In seeking for mention of the Diatessaron of Tatian in extant literature, we have already had to make wide strides through time, but these must now be increased. In a Glossary of Bar-ali, written about the end of the ninth century, we have the next reference to the work: "Diastarsun (otherwise Diakutrum); the Gospel which is the Diatessaron, made by Tatian, the compiled Gospel. A gospel made sense for sense on the sense of the combined four apostolic Gospels. It contains neither the natural nor the traditional genealogy of our Lord Christ; and he who made it -- namely, Tatian -- has on this account been anathematised." [374:4] There can be little doubt that Bar-ali derives his information from Theodoret, and does not know the work himself.
We have to pass over a long period before we again hear anything of the Diatessaron. We receive some important information regarding it from Dionysius Bar-Salibi, who died AD 1207. He wrote a Commentary on the Gospels, in which there is the following statement:
"Tatian, the disciple of Justin, the philosopher and martyr, selected and patched together from the four Gospels and constructed a Gospel, which he called Diatessaron -- that is, Miscellanies. On this work Mar Ephrem wrote an exposition; and its commencement was: 'In the beginning was the Word.' Elias of Salamia, who is also called Aphthonius, constructed a Gospel after the likeness of the Diatessaron of Ammonius, mentioned by Eusebius in his prologue to the Canons which he made for the Gospel. Elias sought for that Diatessaron, and could not find it, and, in consequence, constructed this after its likeness. And the said Elias finds fault with several things in the Canons of Eusebius, and points out errors in them, and rightly. But this copy [work] which Elias composed is not often met with." [375:1]

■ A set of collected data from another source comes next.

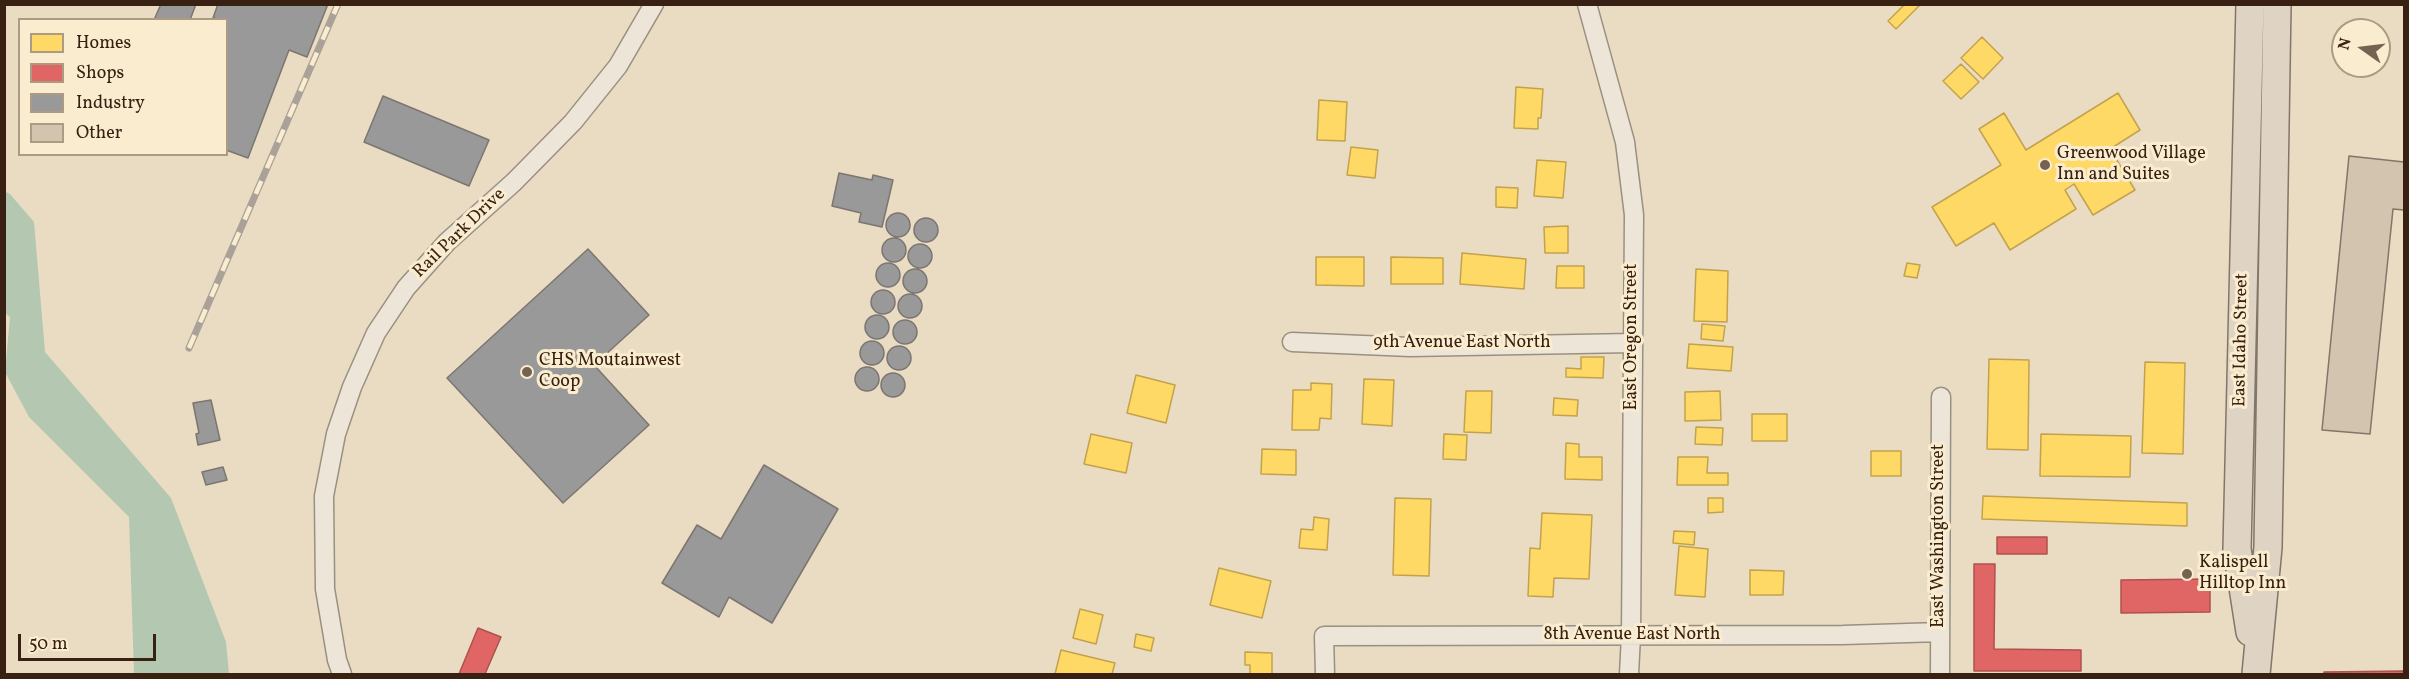 <!DOCTYPE html>
<html>
<head>
<meta charset="utf-8">
<style>
	body { margin:0 }
	#map { position:relative; width:2409px; height:679px; overflow:hidden; background:#e9dcc3; font-family:Vollkorn,serif }
	canvas { display:block }
	.frame { position:absolute; inset:0; border:6px solid #382012; pointer-events:none }
	.legend { position:absolute; left:18px; top:18px; width:210px; height:138px; box-sizing:border-box; background:#faecce; border:2px solid #ac9a83; margin:0; padding:8px 10px; list-style:none; font-size:18px; color:#382012 }
	.legend li { display:flex; align-items:center; gap:12px; height:30px }
	.legend b { width:30px; border:2px solid #ac9a83 }
	.north { position:absolute; left:2331px; top:18px; width:60px; height:60px; box-sizing:border-box; background:#faecce; border:2px solid #ac9a83; border-radius:50%; rotate:284deg; font-size:16px; font-weight:700; line-height:24px; text-align:center; color:#382012 }
	.north::after { content:''; display:block; margin:auto; width:21px; height:27px; background:#766250; clip-path:polygon(50% 0,100% 100%,50% 72%,0 100%) }
	.scale { position:absolute; left:18px; top:634px; width:138px; height:27px; box-sizing:border-box; border:3px solid #382012; border-top:0; padding-left:8px; font-size:18px; line-height:21px; white-space:nowrap; color:#382012; -webkit-text-stroke:4px #faecce; paint-order:stroke }
</style>
</head>
<body>
<div id="map">
<canvas width="2409" height="679"></canvas>
<div class="frame"></div>
<ul class="legend">
<li><b style="height:16px;background:#ffd966"></b>Homes</li>
<li><b style="height:16px;background:#e06666"></b>Shops</li>
<li><b style="height:16px;background:#999"></b>Industry</li>
<li><b style="height:16px;background:#d3c4b0"></b>Other</li>
</ul>
<div class="north">N</div>
<div class="scale">50 m</div>
</div>
<script>
const g = document.querySelector('canvas').getContext('2d');
g.lineJoin = 'round';
function fillPath(path, color) { g.fillStyle = color; g.fill(path, 'evenodd'); }
function trace(path, color, width, dash) { g.strokeStyle = color; g.lineWidth = width; g.lineCap = dash ? 'butt' : 'round'; g.setLineDash(dash || []); g.stroke(path); }
function label(font, color, halo, rows, align = 'center') {
  g.font = font + ' Vollkorn,serif'; g.lineWidth = 6; g.setLineDash([]); g.textBaseline = 'middle'; g.strokeStyle = halo; g.fillStyle = color; for (const [text, x, y, turn = 0] of rows) {
    g.save(); g.translate(x, y); g.rotate((+turn || 0) * Math.PI / 180); g.textAlign = isNaN(turn) ? turn : align; if (halo) g.strokeText(text, 0, 0); g.fillText(text, 0, 0); g.restore();
  }
}
fillPath(new Path2D(`
	M4,191l6,3 24,28 11,130 126,146 55,144 3,32h-95l-5,-157 -100,-100 -24,-45 5,-55 -6,-5z`), '#b4c7b1');
const homes = new Path2D(`
	M1905,4h16l-25,25 -8,-8z
	M1982,37l21,21 -20,21 -22,-21z
	M1961,64l18,18 -18,17 -18,-18z
	M1516,87l27,2 -2,29h-3v11l-24,-1z
	M2118,93l22,37 -30,19 25,41 -42,25 -19,-31 -9,6 11,19 -66,41 -16,-27 -38,23 -24,-39 69,-42 -22,-36 25,-16 22,37z
	M1319,100l28,2 -2,39 -28,-1z
	M1351,147l27,3 -3,28 -28,-3z
	M1537,160l29,2 -3,36 -29,-2z
	M1496,187l22,1 -1,20 -21,-1z
	M1568,226v27h-23l-1,-26z
	M1462,253l64,6 -2,30 -64,-5z
	M1316,257h48v29l-48,-1z
	M1391,257l52,1v26h-52z
	M1907,263l13,2 -3,13 -13,-2z
	M1557,266h27v22h-28z
	M1696,269l32,2 -1,51 -33,-1z
	M1702,324l23,2 -2,15 -22,-2z
	M1689,344l44,3 -2,24 -44,-3z
	M1581,357h23l-1,21 -37,-1v-9l15,1z
	M1989,359l40,1 -1,90 -41,-1z
	M2145,362l40,1 -2,91 -41,-1z
	M1136,375l39,10 -9,38 -39,-10z
	M1364,379l30,1 -2,46 -30,-2z
	M1311,383l21,1 -1,35 -11,-1 -1,12h-27l1,-40h18z
	M1466,391h26l-1,42 -27,-1z
	M1720,391l1,29 -36,1v-29z
	M1554,398l24,2 -1,16 -24,-1z
	M1752,414h35v27h-35z
	M1696,427l27,1 -1,17 -27,-1z
	M1091,434l41,9 -6,30 -42,-9z
	M1444,434l23,1 -1,25 -23,-1z
	M2041,434l90,2 -1,41 -90,-1z
	M1566,443l13,1v13h23v23l-37,-1z
	M1262,449l34,1v25l-35,-1z
	M1871,451h30v25h-30z
	M1678,457h30l-1,16h21v12h-51z
	M1983,496l204,7v23l-205,-7z
	M1395,498l36,1 -2,77 -36,-1z
	M1708,498h15v14l-15,1z
	M1542,513l50,2 -3,64 -35,-1 -1,19 -25,-1 2,-48 10,1z
	M1314,517l15,2 -2,31 -28,-2 2,-19 12,1z
	M1674,531l21,1 -1,13 -21,-2z
	M1679,546l29,3 -3,48 -30,-2z
	M1219,568l52,13 -9,37 -52,-13z
	M1750,570l34,1 -1,24h-33z
	M1080,609l23,6 -7,29 -23,-6z
	M1136,634l18,4 -3,13 -17,-4z
	M1061,650l54,13 -3,11h-57z
	M1245,652l27,1v21h-22v-9h-5z`);
fillPath(homes, '#ffd966');
trace(homes, '#c3a24d', 1.5);
const shops = new Path2D(`
	M1997,537h50v17h-50z
	M1974,564h21l-1,85 87,1v21h-107z
	M2210,579v33l-89,1v-33z
	M478,628l23,9 -16,37h-26z
	M2404,671v3h-80v-2z`);
fillPath(shops, '#e06666');
trace(shops, '#ae514d', 1.5);
const industry = new Path2D(`
	M161,4h35l-6,16h-36z
	M218,4h110l-21,53 -18,-7 -41,108 -22,-8v-130l-13,-2z
	M383,96l106,44 -20,46 -105,-44z
	M839,173l33,7 1,-5 20,5 -11,47 -23,-5 2,-9 -29,-7z
	M886 225a12 12 0 1 1 24 0a12 12 0 1 1-24 0Z
	M914 230a12 12 0 1 1 24 0a12 12 0 1 1-24 0Z
	M882 250a12 12 0 1 1 24 0a12 12 0 1 1-24 0Z
	M908 256a12 12 0 1 1 24 0a12 12 0 1 1-24 0Z
	M588,249l61,66 -55,50 55,60 -86,78 -116,-125z
	M876 275a12 12 0 1 1 24 0a12 12 0 1 1-24 0Z
	M903 281a12 12 0 1 1 24 0a12 12 0 1 1-24 0Z
	M871 302a12 12 0 1 1 24 0a12 12 0 1 1-24 0Z
	M898 306a12 12 0 1 1 24 0a12 12 0 1 1-24 0Z
	M865 327a12 12 0 1 1 24 0a12 12 0 1 1-24 0Z
	M893 332a12 12 0 1 1 24 0a12 12 0 1 1-24 0Z
	M860 353a12 12 0 1 1 24 0a12 12 0 1 1-24 0Z
	M887 358a12 12 0 1 1 24 0a12 12 0 1 1-24 0Z
	M855 379a12 12 0 1 1 24 0a12 12 0 1 1-24 0Z
	M881 385a12 12 0 1 1 24 0a12 12 0 1 1-24 0Z
	M211,400l9,40 -22,5 -2,-11 3,-1 -6,-30z
	M764,465l74,44 -66,114 -43,-26 -10,20 -57,-34 35,-58 24,14z
	M223,467l4,13 -21,5 -4,-13z`);
fillPath(industry, '#999');
trace(industry, '#7c7570', 1.5);
const building = new Path2D(`
	M2349,156l55,6v48l-11,-1 -23,225 -48,-4z`);
fillPath(building, '#d3c4b0');
trace(building, '#817668', 1.5);
const minor = new Path2D(`
	M1587,4l38,138 9,73 -3,421 -2,38
	M1292,342l118,5 222,-4
	M342,674l-5,-14 -12,-71 -1,-93 12,-62 16,-47 24,-54 30,-45 41,-46 67,-60 59,-60 45,-56 36,-62
	M1325,674l-1,-38 519,-1 97,-3
	M1940,674l1,-277`);
const highway = new Path2D(`
	M2250,4l-13,545 13,83
	M2256,674l12,-127 9,-543`);
trace(minor, '#9a9080', 21);
trace(highway, '#817668', 30);
trace(minor, '#ece5d8', 18);
trace(highway, '#dfd4c3', 27);
const rail = new Path2D(`
	M189,348l149,-344`);
trace(rail, '#aaa298', 7);
trace(rail, '#faecce', 4.5, [14]);
for (const [x, y, r, color] of [
	[2045,165,6,"#766250"],
	[527,372,6,"#766250"],
	[2187,574,6,"#766250"]
]) { const dot = new Path2D(); dot.arc(x, y, r, 0, 2 * Math.PI); g.fillStyle = color; g.fill(dot); trace(dot, '#faecce', 2); }
label('18px', '#382012', '#faecce', [
	["Greenwood Village",2057,155],
	["Inn and Suites",2057,176],
	["CHS Moutainwest",539,362],
	["Coop",539,383],
	["Kalispell",2199,564],
	["Hilltop Inn",2199,585]
], 'left');
label('18px', '#382012', '#faecce', [
	["Rail Park Drive",460,234,-44],
	["East Oregon Street",1633,337,-90],
	["East Idaho Street",2242,340,-89],
	["9th Avenue East North",1462,344],
	["East Washington Street",1940,536,-90],
	["8th Avenue East North",1632,636]
]);
</script>
</body>
</html>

Mar Ephrem of Edessa, who is here referred to, is said to have died about AD 373, and it is a very curious fact that we hear of such a commentary, upon which the whole argument regarding the Diatessaron of Tatian has recently turned, a thousand years after the composition of the Harmony, and some eight centuries from the date of the alleged commentary. About eighty years later than Bar-Salibi, another Syrian father, Gregory Bar-Hebraeus, tells us: "Eusebius of Caesarea, seeing the corruptions which Ammonius of Alexandria introduced into the Gospel of the Diatessaron, that is Miscellanies, which commenced, 'In the beginning was the Word,' and which Mar Ephrem expounded, kept the four Gospels in their integrity, but pointed out the agreement of the words by Canons written in red." [375:2]
Mr. J. Rendel Harris has recently pointed out that this apparent contradiction, which arises from a use of the fragment given by Assemani, does not really exist, and that the MSS. of Bar-Hebraeus, which are accessible to us in England, continue the foregoing passage as follows: "And he (i.e., Eusebius) confessed as a lover of truth that he took his cue from the labours of that man (i.e., Ammonius). For Tatian, also the disciple of Justin, the Philosopher and Martyr, patched and composed the Gospel of the Combined, and because the sequence of Mark, Luke, and John was lost, he defined the ten Canons only," etc. [375:3]

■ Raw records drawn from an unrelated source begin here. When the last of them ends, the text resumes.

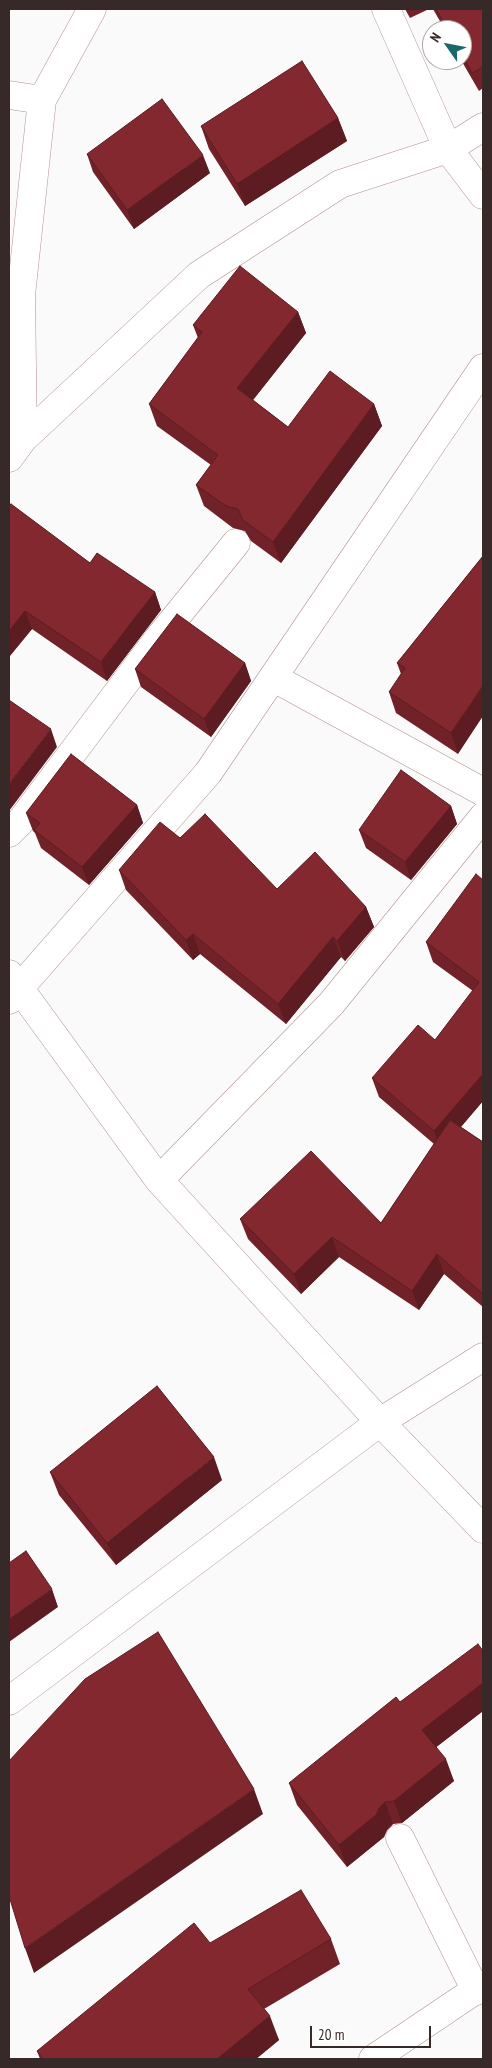 <!DOCTYPE html>
<style>
body{margin:0}
#map{position:relative;width:492px;height:2068px;overflow:hidden;background:#fafafa;font-family:"PT Sans Narrow",sans-serif}
canvas{display:block}
.frame{position:absolute;inset:0;border:10px solid #372928;pointer-events:none}
.north{position:absolute;left:422px;top:20px;width:50px;height:50px;box-sizing:border-box;background:#fff;border:1px solid #afa9a9;border-radius:50%;rotate:303deg;font-size:14px;font-weight:700;line-height:20px;text-align:center;color:#372928}
.north::after{content:'';display:block;margin:auto;width:18px;height:22px;background:#1b686c;clip-path:polygon(50% 0,100% 100%,50% 72%,0 100%)}
.scale{position:absolute;left:310px;top:2026px;width:121px;height:22px;box-sizing:border-box;border:2px solid #372928;border-top:0;padding-left:6px;font-size:15px;line-height:18px;white-space:nowrap;color:#372928;-webkit-text-stroke:4px #fff;paint-order:stroke}
</style>
<div id="map">
<canvas width="492" height="2068"></canvas>
<div class="frame"></div>
<div class="north">N</div>
<div class="scale">20 m</div>
</div>
<script>
const ctx = document.querySelector('canvas').getContext('2d');
ctx.lineJoin = 'round';
function poly(rows) {
  const path = new Path2D();
  for (const r of rows) {
    path.moveTo(r[0], r[1]);
    for (let i = 2; i < r.length; i += 2) path.lineTo(r[i], r[i + 1]);
  }
  return path;
}
function stroke(path, color, width, dash) {
  ctx.strokeStyle = color;
  ctx.lineWidth = width;
  ctx.lineCap = dash ? 'butt' : 'round';
  ctx.setLineDash(dash || []);
  ctx.stroke(path);
}
function paint(path, color) {
  ctx.fillStyle = color;
  ctx.fill(path, 'evenodd');
}
const street = poly([
 [386,9,448,149,483,195],
 [9,95,42,100],
 [23,439,21,295,42,100,92,9],
 [9,458,23,439,199,275,340,184,448,149,483,127],
 [274,678,483,792],
 [9,833,21,821,158,639,236,543],
 [9,974,159,1180,380,1422,483,1529],
 [9,1000,208,773,483,368],
 [159,1180,331,1004,483,817],
 [9,1701,380,1422,483,1357],
 [400,1838,476,1991]
]);
const secondary = poly([
 [373,2059,483,1985]
]);
stroke(street, '#b3908f', 29);
stroke(secondary, '#b3908f', 29);
stroke(street, '#fff', 28);
stroke(secondary, '#fff', 28);
paint(poly([
 [405,9,429,9,410,18],
 [433,9,483,9,483,88,479,91,461,60,462,30,445,30],
 [338,118,347,141,245,206,209,149,201,126],
 [87,154,210,173,134,229,93,172],
 [298,312,306,333,253,400,288,427,374,404,382,426,281,563,251,541,245,531,233,528,204,506,196,485,211,465,157,426,149,404,198,338,193,325],
 [9,506,90,563,155,592,161,610,107,681,32,629,9,657],
 [483,556,458,754,396,713,389,692,401,674,397,663],
 [245,663,251,681,211,737,141,687,135,669],
 [137,805,143,823,89,885,41,848,35,833,33,831,26,813],
 [451,806,457,824,411,880,366,848,359,830],
 [180,838,277,889,366,907,374,927,345,961,341,957,286,1024,200,954,193,960,126,890,119,870],
 [483,880,483,1101,461,1127,483,1142,483,1307,444,1274,419,1310,339,1257,301,1294,248,1239,240,1219,381,1223,434,1144,379,1097,372,1078,435,1040,473,991,433,962,426,942],
 [50,1472,222,1480,116,1565,59,1495],
 [483,1651,483,1711,436,1747,454,1781,402,1823,393,1824,387,1830,384,1837,347,1867,297,1805,289,1783,400,1702],
 [331,1939,340,1964,264,2009,279,2040,256,2059,40,2059,37,2051,210,1943]
]), '#712228');
paint(poly([
 [338,118,347,141,245,206,237,184],
 [203,155,210,173,134,229,127,210],
 [298,312,306,333,245,410,237,388],
 [374,404,382,426,281,563,273,542],
 [155,592,161,610,107,681,101,662],
 [25,611,32,629,9,657,9,631],
 [245,663,251,681,211,737,204,719],
 [483,685,483,716,458,754,451,733],
 [51,729,57,747,9,811,9,784],
 [137,805,143,823,89,885,82,867],
 [451,806,457,824,411,880,405,862],
 [366,907,374,927,345,961,337,941],
 [193,934,200,954,193,960,186,940],
 [333,937,341,957,286,1024,278,1004],
 [483,1074,483,1101,441,1150,434,1131],
 [332,1237,339,1257,301,1294,294,1274],
 [437,1254,444,1274,419,1310,412,1291],
 [214,1457,222,1480,116,1565,107,1543],
 [52,1589,58,1607,9,1642,9,1619],
 [483,1683,483,1711,430,1752,422,1730],
 [446,1759,454,1781,402,1823,394,1801],
 [254,1789,263,1814,34,1973,25,1948],
 [385,1802,393,1824,387,1830,384,1837,347,1867,339,1845],
 [270,2016,279,2040,256,2059,217,2059]
]), '#5c1c21');
const building = poly([
 [436,9,483,9,483,67,472,73,462,54,462,30,448,30,436,9],
 [302,61,338,118,237,184,201,126,302,61],
 [162,99,203,155,127,210,87,154,162,99],
 [240,266,298,312,237,388,288,427,330,371,374,404,273,542,243,520,238,509,226,506,196,485,218,455,149,404,202,332,193,325,240,266],
 [11,504,90,563,97,553,155,592,101,662,25,611,9,631,9,506,11,504],
 [483,556,483,685,451,733,389,692,405,668,397,663,483,556],
 [177,614,245,663,204,719,135,669,177,614],
 [9,700,51,729,9,784,9,700],
 [71,754,137,805,82,867,34,830,40,823,26,813,71,754],
 [401,770,451,806,405,862,359,830,401,770],
 [205,814,277,889,315,852,366,907,337,941,333,937,278,1004,193,934,186,940,119,870,160,822,180,838,205,814],
 [476,874,483,880,483,1074,434,1131,372,1078,418,1025,435,1040,479,982,426,942,476,874],
 [450,1120,483,1142,483,1294,437,1254,412,1291,332,1237,294,1274,240,1219,311,1151,381,1223,450,1120],
 [157,1386,214,1457,107,1543,50,1472,157,1386],
 [26,1551,52,1589,9,1619,9,1563,26,1551],
 [158,1632,254,1789,25,1948,9,1896,9,1761,85,1679,158,1632],
 [478,1644,483,1651,483,1683,422,1730,446,1759,394,1801,385,1802,379,1808,376,1815,339,1845,289,1783,396,1697,400,1702,478,1644],
 [301,1890,331,1939,248,1989,270,2016,217,2059,43,2059,37,2051,194,1923,210,1943,301,1890]
]);
paint(building, '#83282f');
stroke(building, '#5c1c21', 1);
</script>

The important question may still be put: was the Diatessaron upon which Mar Ephrem commented really that of Tatian? The mere statement that it began with the sentence, "In the beginning was the Word," does not afford much help for identifying the special Diatessaron because many other Harmonies may have adopted the same obviously appropriate opening; and we must all the more regret that the Diatessaron which, according to the Doctrine of Addai, was publicly read at Edessa, is not more clearly identified, for it might naturally be the work upon which a Churchman of Edessa may have written a commentary.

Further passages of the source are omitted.